The results that I collected show that the taller the person the heavier their weight and the general increase is in proportion to the height. From the scatter graphs I have drawn it is possible to identify a positive correlation in all of them, this suggests that the height of the people in my data was proportional to the weight. However this line is not linear but shows the general aspect of the behaviour between height and weight. For example if the person was short then they are likely to be lighter than someone taller than them. An example of this would be Adam Cullin in year 8 had a height of 1.52 m and a weight of 45 kg is lighter than Ian Freeman at 1.82m and 64 kg. Louise McDonald at 1.59m is 46kg but Amanda Packham at 1.65 is heavier at 49kg. The scatter graphs support the hypothesis.
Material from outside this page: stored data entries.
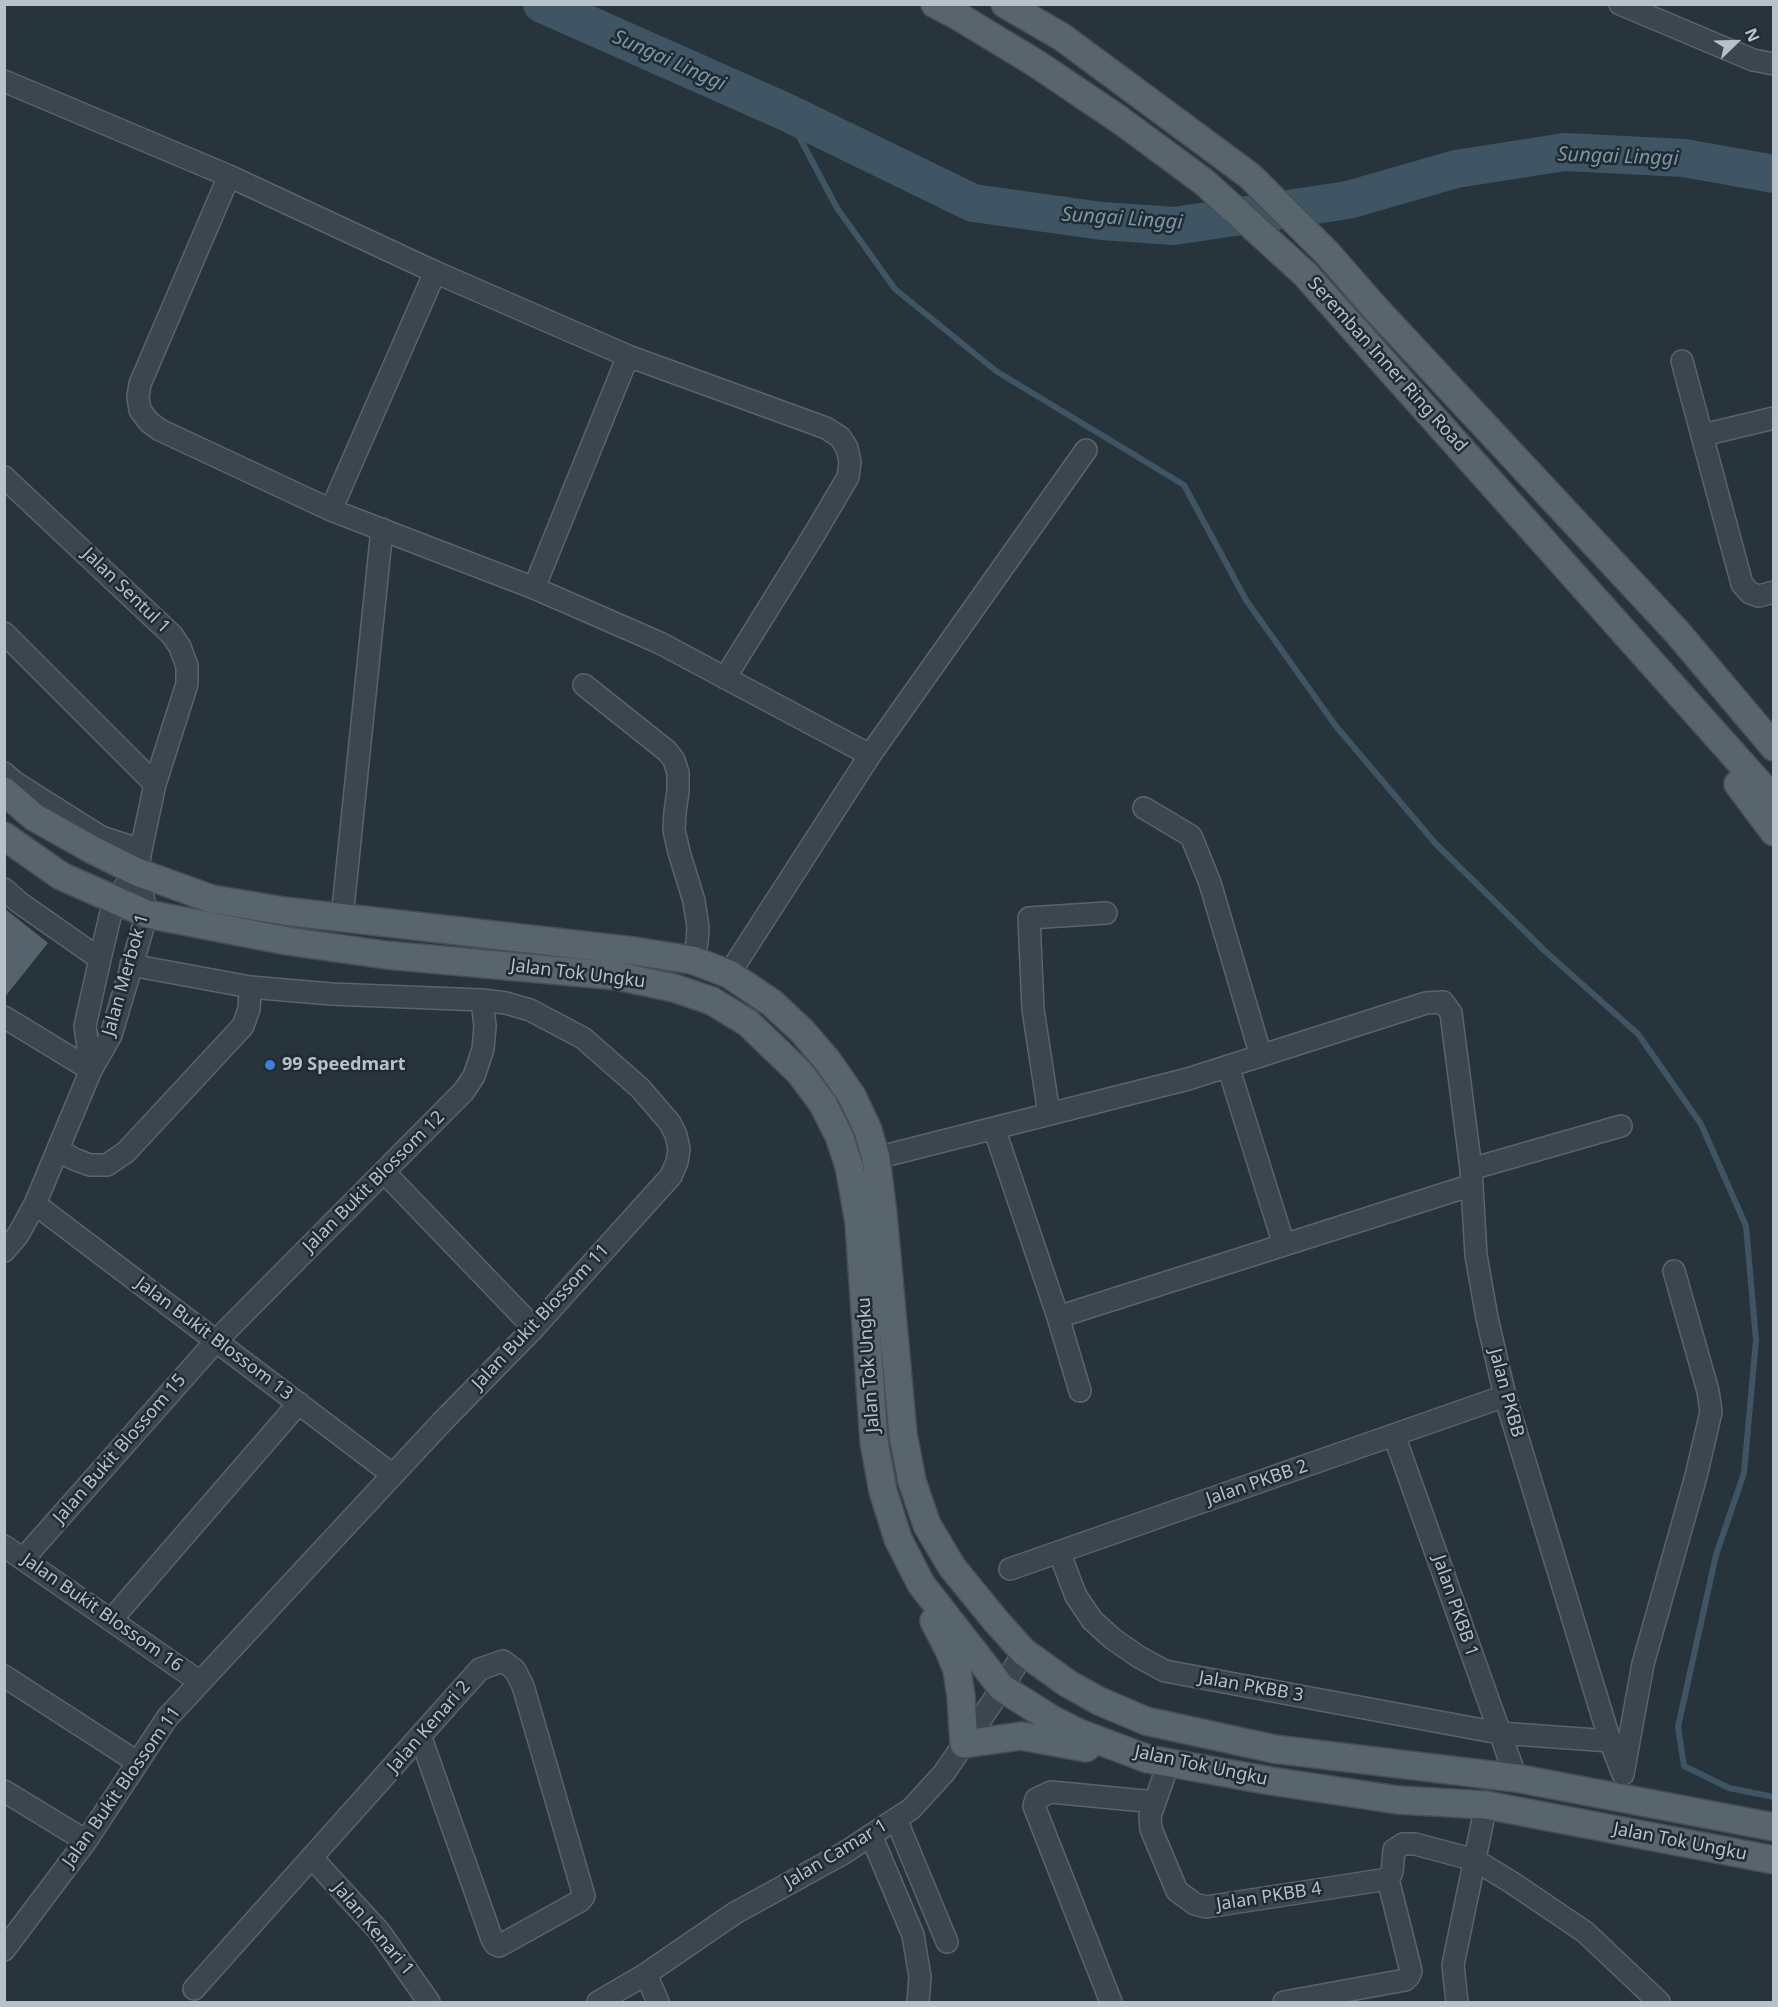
<!DOCTYPE html>
<style>
body{margin:0}
#map{position:relative;width:1778px;height:2007px;overflow:hidden;background:#27343c;font-family:"Noto Sans",sans-serif}
canvas{display:block}
.frame{position:absolute;inset:0;border:6px solid #b7c1c8;pointer-events:none}
.north{position:absolute;left:1706px;top:12px;width:60px;height:60px;-webkit-text-stroke:4px #202b32;paint-order:stroke;rotate:67deg;font-size:16px;font-weight:700;line-height:24px;text-align:center;color:#b7c1c8}
.north::after{content:'';display:block;margin:auto;width:21px;height:27px;background:#b7c1c8;clip-path:polygon(50% 0,100% 100%,50% 72%,0 100%)}
</style>
<div id="map">
<canvas width="1778" height="2007"></canvas>
<div class="frame"></div>
<div class="north">N</div>
</div>
<script>
const c = document.querySelector('canvas').getContext('2d');
c.lineJoin = 'round';
function shape(rows) {
  const path = new Path2D();
  for (const r of rows) {
    path.moveTo(r[0], r[1]);
    for (let i = 2; i < r.length; i += 2) path.lineTo(r[i], r[i + 1]);
  }
  return path;
}
function stroke(path, color, width, dash) {
  c.strokeStyle = color;
  c.lineWidth = width;
  c.lineCap = dash ? 'butt' : 'round';
  c.setLineDash(dash || []);
  c.stroke(path);
}
function fill(path, color) {
  c.fillStyle = color;
  c.fill(path, 'evenodd');
}
function drawText(font, color, halo, rows, align = 'center') {
  c.font = font + ' "Noto Sans",sans-serif';
  c.lineWidth = 5;
  c.setLineDash([]);
  c.textBaseline = 'middle';
  c.strokeStyle = halo;
  c.fillStyle = color;
  for (const [text, x, y, turn = 0] of rows) {
    c.save();
    c.translate(x, y);
    c.rotate((+turn || 0) * Math.PI / 180);
    c.textAlign = isNaN(turn) ? turn : align;
    if (halo) c.strokeText(text, 0, 0);
    c.fillText(text, 0, 0);
    c.restore();
  }
}
stroke(shape([
 [786,112,837,208,895,289,996,371,1184,485,1246,600,1335,725,1435,843,1546,952,1638,1034,1701,1124,1746,1226,1756,1340,1744,1473,1716,1555,1678,1727,1684,1766,1729,1788,1774,1797]
]), '#3f5563', 6);
stroke(shape([
 [542,4,786,112,973,203,1102,221,1174,226,1348,200,1456,169,1565,152,1684,158,1774,174]
]), '#3f5563', 38);
fill(shape([
 [4,908,48,943,4,998]
]), '#56636c');
const minor = shape([
 [1620,4,1753,60,1774,64],
 [4,81,229,176,435,272,628,356,826,428,840,437,847,448,850,462,848,477,815,533,725,678],
 [229,176,140,384,138,397,140,410,149,422,160,430,331,510,534,588,660,643,870,755],
 [1682,361,1742,584,1750,593,1759,596,1774,592],
 [1703,435,1774,418],
 [4,477,172,635,180,647,187,666,187,684,155,784,141,850,137,872,147,914,111,1035,91,1070,35,1204,18,1235,4,1251],
 [331,510,435,272],
 [534,588,628,356],
 [4,633,155,784],
 [584,685,667,751,674,760,678,773,678,791,675,812,674,830,679,852,694,901,698,927,697,943,692,960],
 [4,773,14,782,101,837,141,850],
 [1144,808,1191,836,1210,883,1261,1056],
 [4,889,20,903,100,959],
 [342,918,382,529],
 [729,974,870,755,1086,450],
 [4,1017,91,1070],
 [1228,1066,1284,1245],
 [91,1070,85,1026,100,959,114,900,137,872],
 [1049,1114,1033,1009,1029,918,1106,913],
 [994,1128,1058,1317,1080,1391],
 [58,1150,74,1159,90,1165,107,1165,126,1152,243,1026,249,1009,250,987],
 [876,1158,1188,1079,1426,1003,1443,1002,1451,1013,1471,1169,1476,1255,1487,1318,1505,1396,1610,1741,1623,1774],
 [1471,1169,1621,1126],
 [384,1172,534,1328],
 [35,1204,393,1475],
 [1058,1317,1472,1185],
 [1394,1435,1516,1778],
 [4,1546,200,1682],
 [1059,1552,1076,1596,1092,1620,1113,1639,1139,1657,1165,1671,1499,1733,1610,1741],
 [24,1558,216,1341,464,1091,474,1076,483,1049,485,1026,482,1000],
 [1010,1569,1505,1396],
 [112,1619,299,1403],
 [4,1676,137,1762],
 [1169,1762,1150,1816,1151,1829,1177,1891,1195,1904,1206,1907,1388,1879,1392,1872,1394,1850,1403,1844,1415,1844,1475,1860,1511,1882,1585,1932,1659,2002],
 [1623,1774,1643,1664,1696,1476,1711,1412,1708,1391,1674,1271],
 [4,1791,86,1841],
 [896,1819,947,1942],
 [871,1835,913,1935,920,1977,918,2002],
 [312,1858,379,1931,429,2002],
 [4,1950,86,1841,167,1718,442,1422,534,1328,671,1176,677,1162,679,1149,676,1135,670,1123,640,1088,583,1038,530,1010,506,1003,482,1000,331,994,250,987,131,965],
 [646,1974,658,2002],
 [194,1989,480,1669,503,1661,515,1670,523,1686,584,1896,580,1901,499,1946,495,1944,492,1939,421,1738],
 [598,2002,646,1974,735,1913,844,1853,911,1809,944,1773,1002,1688,1024,1652],
 [1111,2002,1034,1806,1036,1799,1051,1792,1155,1802],
 [1284,2002,1405,1980,1409,1976,1411,1971,1388,1879],
 [1457,2002,1453,1965,1486,1805]
]);
const major = shape([
 [935,4,958,16,1037,64,1120,120,1204,182,1305,274,1774,800],
 [1005,4,1062,37,1250,176,1328,254,1376,309,1677,632,1774,747],
 [1738,784,1774,832],
 [4,791,34,817,91,849,137,872,212,899,284,911,634,951,692,960,729,974,772,1003,802,1031,827,1060,852,1096,868,1130,876,1158,883,1214,903,1434,912,1481,927,1525,952,1567,996,1621,1024,1652,1067,1683,1099,1701,1146,1721,1274,1749,1516,1778,1774,1827],
 [4,836,61,876,147,914,287,941,386,955,617,976,674,988,712,1001,748,1023,800,1073,823,1104,839,1136,849,1166,859,1223,874,1442,883,1491,898,1539,921,1584,1002,1688,1053,1720,1079,1733,1148,1759,1271,1781,1398,1800,1486,1805,1774,1860],
 [934,1621,949,1650,957,1670,961,1696,964,1744,1021,1736,1086,1748]
]);
stroke(minor, '#59646b', 24);
stroke(major, '#444f56', 30);
stroke(minor, '#3b464d', 21);
stroke(major, '#59656c', 27);
for (const [x, y, r, color] of [
 [270,1065,6,"#3f7fe0"]
]) {
  const dot = new Path2D();
  dot.arc(x, y, r, 0, 2 * Math.PI);
  c.fillStyle = color;
  c.fill(dot);
  stroke(dot, '#202b32', 2);
}
drawText('18px', '#b7c1c8', '#202b32', [
 ["Seremban Inner Ring Road",1387,365,48],
 ["Jalan Sentul 1",126,591,44],
 ["Jalan Tok Ungku",578,974,7],
 ["Jalan Merbok 1",126,975,-74],
 ["Jalan Bukit Blossom 12",374,1182,-45],
 ["Jalan Bukit Blossom 11",541,1317,-47],
 ["Jalan Bukit Blossom 13",214,1339,37],
 ["Jalan Tok Ungku",869,1365,-94],
 ["Jalan PKBB",1506,1393,75],
 ["Jalan Bukit Blossom 15",120,1449,-49],
 ["Jalan PKBB 2",1257,1483,-19],
 ["Jalan PKBB 1",1455,1606,71],
 ["Jalan Bukit Blossom 16",102,1613,35],
 ["Jalan PKBB 3",1251,1687,10],
 ["Jalan Kenari 2",429,1727,-49],
 ["Jalan Tok Ungku",1201,1766,12],
 ["Jalan Bukit Blossom 11",122,1787,-55],
 ["Jalan Tok Ungku",1680,1842,11],
 ["Jalan Camar 1",836,1854,-31],
 ["Jalan PKBB 4",1269,1897,-9],
 ["Jalan Kenari 1",373,1929,50]
]);
drawText('bold 18px', '#b7c1c8', '#202b32', [
 ["99 Speedmart",282,1065]
], 'left');
drawText('italic 20px', '#7b96a8', '#202b32', [
 ["Sungai Linggi",669,61,24],
 ["Sungai Linggi",1618,157,2],
 ["Sungai Linggi",1122,219,4]
]);
</script>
There were several anomalies in the Mayfield Data that I found, which didn’t follow the general trend of the graphs, some were included in the random sample and some were not and example of the ones that were not picked are (not all listed);
- Mellisa Bailey, in Yr 8 – height 1.75, weight 72 kg
- Simon Morrison, in yr 11 – height 1.92 m, weight 45 kg
- Semour Banks, in year 10 – height 1.6 m weight 9 kg
- Steve Austin, in year 9 – height 1.8 m, weight 48 kg
These were some of the anomalies that I spotted in my results, however there were not many and as a result I concluded that they would not be significant to my final conclusion.
These anomalies suggest that not every one in the school follows the general trend of where the taller the person the heavier his/her weight, there are exceptions to the rule.
The formulas that I used to find out the perfect line of regression were very reliable because they displayed the line of best fit that best represented the data at hand. This then helped me decide whether the data was a negative or a positive correlation and pick out the anomalies from my data, which didn’t follow the tendency of the graph.
Recommendations
If I were to perform this experiment again I would use the height and weight and compare it to the body mass index. This would show me where the mass on the person’s body has any effect on his/her weight or height. Then use this data to construct a scatter graph and a regression line to display my results.
Conclusion
The data varied slightly more for males and less for females, which showed girls had a more stable weight and height relationship; than boys. It showed males were sometimes unstable especially at younger ages than respective females’ heights between the range 1.4m - 1.8m and 30-70kg. Females have a similar spread of height as boys but their overall range of weight for respective year groups is much less i.e. boys have a larger weight range than girls of the same year group. The regression line for males varies much more than females this is reflective of the larger mean averages for boys.
For all the females from years 7 to 11 had either positive correlation or no correlation at all, girls tended to follow the general idea that the taller you are the heavier you are.
For all males from years 7 to 11 had positive correlation apart from one year where we could say that we were shown negative correlation, year 9 males did not fit the general term where we have someone that is 1.55m tall and weights 67kg (approx) and someone who is 1.80m and weights 42kg (approx) this results in a negative gradient.
I later went on to see if there was a relationship between every female and every male, I found that there was stronger correlation within female as every pupil was close and compact and there was a fairly strong correlation within boys but still a couple of pupils did not fit the trend.
A larger sample would provide a greater level of confidence in the analysis as relying upon a random selection can only provide a certain level of mathematically based confidence
All my work was carried out using Microsoft Word and Excel.